A. Based on this article, the answer is surprisingly that it maybe not!
During year end, one of traditional tax planning strategies is to consider tax-loss harvesting to minimize tax exposure, as losses that are harvested can be immediately and fully offset against other capital gains recognized in the same year.
The caveat, however, is that by harvesting a loss – selling at a lower-than-cost-basis price and buying back again after waiting out the wash sale period – also reduces the cost basis of the investment, effectively stepping the basis down to the re-purchased value, which increases capital gains exposure in the future by the same amount as the loss that was claimed today.
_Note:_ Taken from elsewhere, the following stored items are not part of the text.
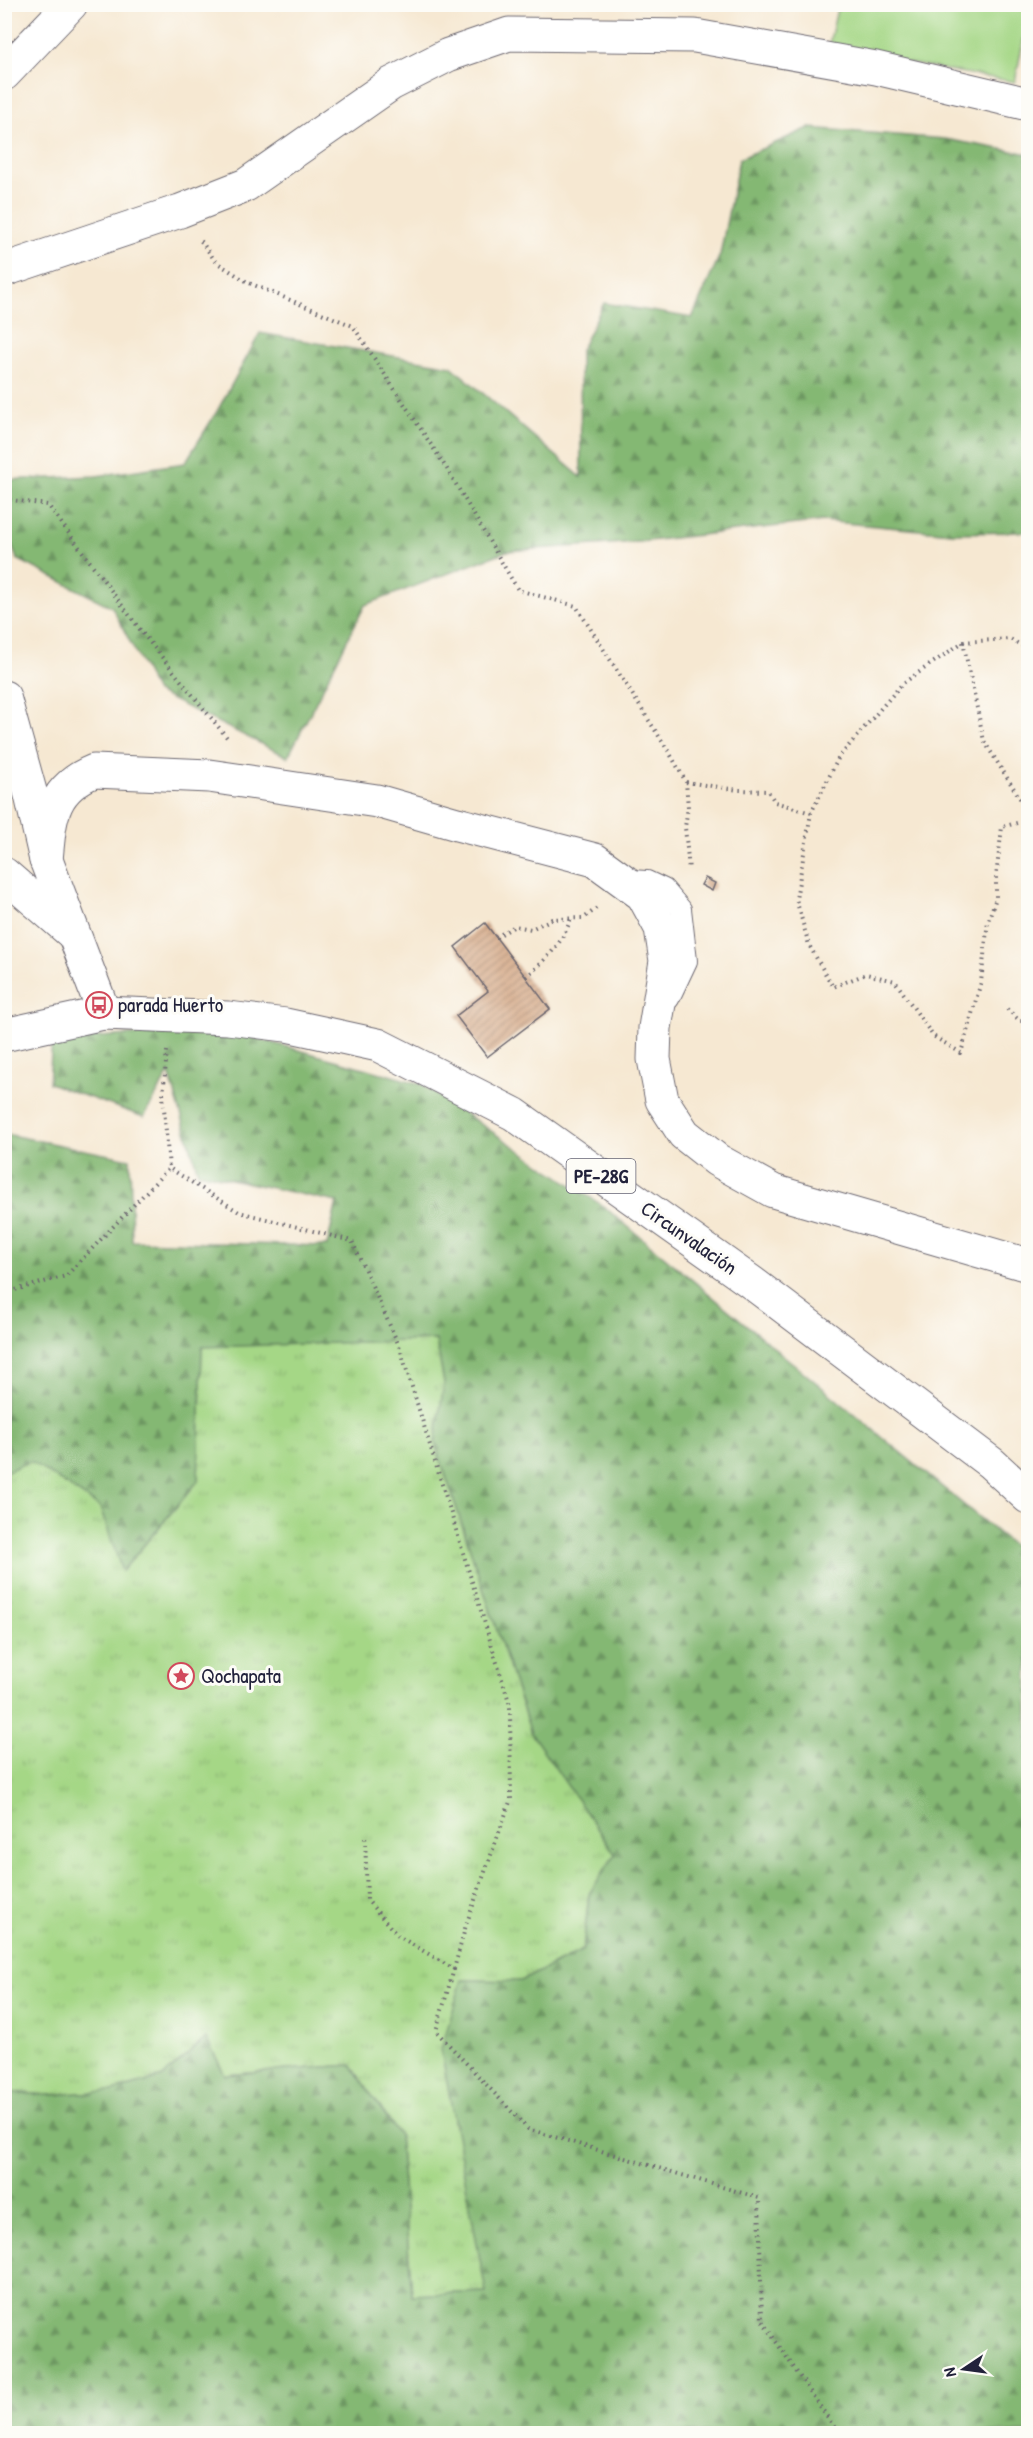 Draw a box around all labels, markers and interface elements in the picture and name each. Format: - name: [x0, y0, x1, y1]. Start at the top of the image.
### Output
- bus stop icon: parada Huerto: [84, 990, 114, 1020]
- place label: parada Huerto: [118, 990, 223, 1019]
- road number: PE-28G: [566, 1159, 636, 1193]
- street label: Circunvalación: [635, 1194, 743, 1281]
- place icon: Qochapata: [166, 1661, 196, 1691]
- place label: Qochapata: [201, 1661, 281, 1690]
- north arrow: [934, 2339, 994, 2399]
- text: N: [938, 2365, 961, 2379]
Which means in practice, tax loss harvesting isn’t really a tax savings strategy, but merely a tax deferral strategy that reduces capital gains today in exchange for higher (offsetting) capital gains in the future.
Because the value of tax loss harvesting is really only based on the tax deferral – and the ability to grow those tax-deferred dollars until the future – the value of tax loss harvesting is also contingent on the future growth rates themselves, with low-return environments further reducing the value of tax loss harvesting (to as much as 0.57%/year over a 10-year period at 10% returns but only 0.10%/yr at 4% returns).
In addition, it’s notable that by deferring capital gains taxes to the future, there’s also a risk that tax rates will rise (especially given that capital gains are at all-time historical lows), which can actually turn tax loss harvesting from a positive to a negative.
And of course, that’s before considering the costs, including transaction costs (which even without trading commissions, may still include bid/ask spreads), and the risk of tracking error when buying a not-substantially-identical security (where the substitute investment during the wash sale period underperforms, or ends out generating a short-term capital gain that must be recognized at higher tax rates to switch back).
As a result, in the end it turns out that the value of tax loss harvesting is limited at best, and in many decades historically was actually a net negative (even with “just” a 0.1% transaction cost).